> [DESCRIPTION OF THE TASK]: Your response should be every line of the data, written out exactly.

╭──

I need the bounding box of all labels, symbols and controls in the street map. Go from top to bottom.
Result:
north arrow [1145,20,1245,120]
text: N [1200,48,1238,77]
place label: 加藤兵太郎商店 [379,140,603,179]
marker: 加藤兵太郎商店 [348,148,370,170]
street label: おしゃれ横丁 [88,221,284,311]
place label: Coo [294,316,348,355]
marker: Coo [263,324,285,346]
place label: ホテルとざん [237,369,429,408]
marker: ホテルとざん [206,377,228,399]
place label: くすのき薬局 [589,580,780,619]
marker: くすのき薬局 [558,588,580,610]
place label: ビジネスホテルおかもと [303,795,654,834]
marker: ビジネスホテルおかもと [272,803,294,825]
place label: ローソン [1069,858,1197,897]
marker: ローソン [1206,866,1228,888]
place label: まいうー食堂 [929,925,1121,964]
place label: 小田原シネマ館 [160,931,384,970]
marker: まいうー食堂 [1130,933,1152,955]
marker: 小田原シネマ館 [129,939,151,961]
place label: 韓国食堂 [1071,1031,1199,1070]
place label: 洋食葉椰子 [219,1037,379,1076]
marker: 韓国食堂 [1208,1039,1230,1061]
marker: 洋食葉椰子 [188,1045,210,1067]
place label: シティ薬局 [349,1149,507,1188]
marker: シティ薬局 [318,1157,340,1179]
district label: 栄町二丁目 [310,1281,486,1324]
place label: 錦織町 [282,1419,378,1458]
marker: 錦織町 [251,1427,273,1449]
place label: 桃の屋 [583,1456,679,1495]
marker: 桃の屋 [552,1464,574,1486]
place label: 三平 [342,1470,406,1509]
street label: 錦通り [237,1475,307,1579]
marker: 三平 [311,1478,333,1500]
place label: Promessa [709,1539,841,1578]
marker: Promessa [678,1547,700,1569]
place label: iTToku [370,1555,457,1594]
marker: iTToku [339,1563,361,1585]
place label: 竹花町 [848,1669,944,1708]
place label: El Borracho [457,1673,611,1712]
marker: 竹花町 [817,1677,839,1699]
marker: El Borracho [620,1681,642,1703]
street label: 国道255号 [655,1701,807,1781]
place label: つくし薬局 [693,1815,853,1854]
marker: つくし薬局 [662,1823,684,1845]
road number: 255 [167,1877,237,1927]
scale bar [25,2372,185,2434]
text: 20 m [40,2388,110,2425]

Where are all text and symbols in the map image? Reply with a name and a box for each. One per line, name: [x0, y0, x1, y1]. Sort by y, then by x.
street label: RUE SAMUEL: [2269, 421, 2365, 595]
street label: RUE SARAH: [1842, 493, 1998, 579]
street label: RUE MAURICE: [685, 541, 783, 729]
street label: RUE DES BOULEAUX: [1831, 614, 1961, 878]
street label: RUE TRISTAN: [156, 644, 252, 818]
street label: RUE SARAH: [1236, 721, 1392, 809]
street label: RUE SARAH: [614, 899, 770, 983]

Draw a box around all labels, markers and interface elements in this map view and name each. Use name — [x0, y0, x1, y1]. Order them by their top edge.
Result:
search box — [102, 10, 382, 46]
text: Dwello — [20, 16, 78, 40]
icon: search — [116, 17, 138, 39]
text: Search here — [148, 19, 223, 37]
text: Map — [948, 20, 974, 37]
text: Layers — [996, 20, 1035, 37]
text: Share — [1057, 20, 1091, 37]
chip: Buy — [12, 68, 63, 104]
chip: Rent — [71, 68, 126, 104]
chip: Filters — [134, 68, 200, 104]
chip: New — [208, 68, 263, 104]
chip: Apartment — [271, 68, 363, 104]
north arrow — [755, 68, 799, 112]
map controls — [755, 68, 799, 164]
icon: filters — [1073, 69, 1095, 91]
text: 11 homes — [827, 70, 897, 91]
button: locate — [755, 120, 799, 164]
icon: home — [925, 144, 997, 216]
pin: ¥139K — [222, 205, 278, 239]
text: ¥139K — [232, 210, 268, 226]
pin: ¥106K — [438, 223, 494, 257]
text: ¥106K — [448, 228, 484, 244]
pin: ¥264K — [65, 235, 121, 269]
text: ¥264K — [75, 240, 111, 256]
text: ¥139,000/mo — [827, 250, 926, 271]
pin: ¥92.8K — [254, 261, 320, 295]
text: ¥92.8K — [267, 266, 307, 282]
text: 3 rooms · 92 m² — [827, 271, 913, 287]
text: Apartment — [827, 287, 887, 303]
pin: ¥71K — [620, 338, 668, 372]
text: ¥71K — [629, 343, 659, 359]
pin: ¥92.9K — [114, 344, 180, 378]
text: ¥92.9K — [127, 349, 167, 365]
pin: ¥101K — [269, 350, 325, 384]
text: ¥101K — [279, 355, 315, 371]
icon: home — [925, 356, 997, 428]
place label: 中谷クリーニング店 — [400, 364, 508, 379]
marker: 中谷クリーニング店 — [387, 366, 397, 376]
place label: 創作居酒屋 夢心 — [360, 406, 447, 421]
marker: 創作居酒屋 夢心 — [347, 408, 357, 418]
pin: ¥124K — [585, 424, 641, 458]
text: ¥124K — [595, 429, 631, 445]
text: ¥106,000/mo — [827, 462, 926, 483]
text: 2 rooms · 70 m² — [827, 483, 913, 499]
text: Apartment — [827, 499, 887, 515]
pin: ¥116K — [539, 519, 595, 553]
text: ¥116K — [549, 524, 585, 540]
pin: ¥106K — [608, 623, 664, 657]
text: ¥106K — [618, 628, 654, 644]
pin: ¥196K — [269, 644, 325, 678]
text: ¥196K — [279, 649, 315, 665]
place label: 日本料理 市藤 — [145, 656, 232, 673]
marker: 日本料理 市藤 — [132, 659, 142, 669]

╰──

> [EXERCISE OUTPUT]:
I need the bounding box of all labels, symbols and controls in the street map. Go from top to bottom.
Result:
north arrow [1145,20,1245,120]
text: N [1200,48,1238,77]
place label: 加藤兵太郎商店 [379,140,603,179]
marker: 加藤兵太郎商店 [348,148,370,170]
street label: おしゃれ横丁 [88,221,284,311]
place label: Coo [294,316,348,355]
marker: Coo [263,324,285,346]
place label: ホテルとざん [237,369,429,408]
marker: ホテルとざん [206,377,228,399]
place label: くすのき薬局 [589,580,780,619]
marker: くすのき薬局 [558,588,580,610]
place label: ビジネスホテルおかもと [303,795,654,834]
marker: ビジネスホテルおかもと [272,803,294,825]
place label: ローソン [1069,858,1197,897]
marker: ローソン [1206,866,1228,888]
place label: まいうー食堂 [929,925,1121,964]
place label: 小田原シネマ館 [160,931,384,970]
marker: まいうー食堂 [1130,933,1152,955]
marker: 小田原シネマ館 [129,939,151,961]
place label: 韓国食堂 [1071,1031,1199,1070]
place label: 洋食葉椰子 [219,1037,379,1076]
marker: 韓国食堂 [1208,1039,1230,1061]
marker: 洋食葉椰子 [188,1045,210,1067]
place label: シティ薬局 [349,1149,507,1188]
marker: シティ薬局 [318,1157,340,1179]
district label: 栄町二丁目 [310,1281,486,1324]
place label: 錦織町 [282,1419,378,1458]
marker: 錦織町 [251,1427,273,1449]
place label: 桃の屋 [583,1456,679,1495]
marker: 桃の屋 [552,1464,574,1486]
place label: 三平 [342,1470,406,1509]
street label: 錦通り [237,1475,307,1579]
marker: 三平 [311,1478,333,1500]
place label: Promessa [709,1539,841,1578]
marker: Promessa [678,1547,700,1569]
place label: iTToku [370,1555,457,1594]
marker: iTToku [339,1563,361,1585]
place label: 竹花町 [848,1669,944,1708]
place label: El Borracho [457,1673,611,1712]
marker: 竹花町 [817,1677,839,1699]
marker: El Borracho [620,1681,642,1703]
street label: 国道255号 [655,1701,807,1781]
place label: つくし薬局 [693,1815,853,1854]
marker: つくし薬局 [662,1823,684,1845]
road number: 255 [167,1877,237,1927]
scale bar [25,2372,185,2434]
text: 20 m [40,2388,110,2425]

Where are all text and symbols in the map image? Reply with a name and a box for each. One per line, name: [x0, y0, x1, y1]. Sort by y, then by x.
street label: RUE SAMUEL: [2269, 421, 2365, 595]
street label: RUE SARAH: [1842, 493, 1998, 579]
street label: RUE MAURICE: [685, 541, 783, 729]
street label: RUE DES BOULEAUX: [1831, 614, 1961, 878]
street label: RUE TRISTAN: [156, 644, 252, 818]
street label: RUE SARAH: [1236, 721, 1392, 809]
street label: RUE SARAH: [614, 899, 770, 983]

Draw a box around all labels, markers and interface elements in this map view and name each. Use name — [x0, y0, x1, y1]. Order them by their top edge.
Result:
search box — [102, 10, 382, 46]
text: Dwello — [20, 16, 78, 40]
icon: search — [116, 17, 138, 39]
text: Search here — [148, 19, 223, 37]
text: Map — [948, 20, 974, 37]
text: Layers — [996, 20, 1035, 37]
text: Share — [1057, 20, 1091, 37]
chip: Buy — [12, 68, 63, 104]
chip: Rent — [71, 68, 126, 104]
chip: Filters — [134, 68, 200, 104]
chip: New — [208, 68, 263, 104]
chip: Apartment — [271, 68, 363, 104]
north arrow — [755, 68, 799, 112]
map controls — [755, 68, 799, 164]
icon: filters — [1073, 69, 1095, 91]
text: 11 homes — [827, 70, 897, 91]
button: locate — [755, 120, 799, 164]
icon: home — [925, 144, 997, 216]
pin: ¥139K — [222, 205, 278, 239]
text: ¥139K — [232, 210, 268, 226]
pin: ¥106K — [438, 223, 494, 257]
text: ¥106K — [448, 228, 484, 244]
pin: ¥264K — [65, 235, 121, 269]
text: ¥264K — [75, 240, 111, 256]
text: ¥139,000/mo — [827, 250, 926, 271]
pin: ¥92.8K — [254, 261, 320, 295]
text: ¥92.8K — [267, 266, 307, 282]
text: 3 rooms · 92 m² — [827, 271, 913, 287]
text: Apartment — [827, 287, 887, 303]
pin: ¥71K — [620, 338, 668, 372]
text: ¥71K — [629, 343, 659, 359]
pin: ¥92.9K — [114, 344, 180, 378]
text: ¥92.9K — [127, 349, 167, 365]
pin: ¥101K — [269, 350, 325, 384]
text: ¥101K — [279, 355, 315, 371]
icon: home — [925, 356, 997, 428]
place label: 中谷クリーニング店 — [400, 364, 508, 379]
marker: 中谷クリーニング店 — [387, 366, 397, 376]
place label: 創作居酒屋 夢心 — [360, 406, 447, 421]
marker: 創作居酒屋 夢心 — [347, 408, 357, 418]
pin: ¥124K — [585, 424, 641, 458]
text: ¥124K — [595, 429, 631, 445]
text: ¥106,000/mo — [827, 462, 926, 483]
text: 2 rooms · 70 m² — [827, 483, 913, 499]
text: Apartment — [827, 499, 887, 515]
pin: ¥116K — [539, 519, 595, 553]
text: ¥116K — [549, 524, 585, 540]
pin: ¥106K — [608, 623, 664, 657]
text: ¥106K — [618, 628, 654, 644]
pin: ¥196K — [269, 644, 325, 678]
text: ¥196K — [279, 649, 315, 665]
place label: 日本料理 市藤 — [145, 656, 232, 673]
marker: 日本料理 市藤 — [132, 659, 142, 669]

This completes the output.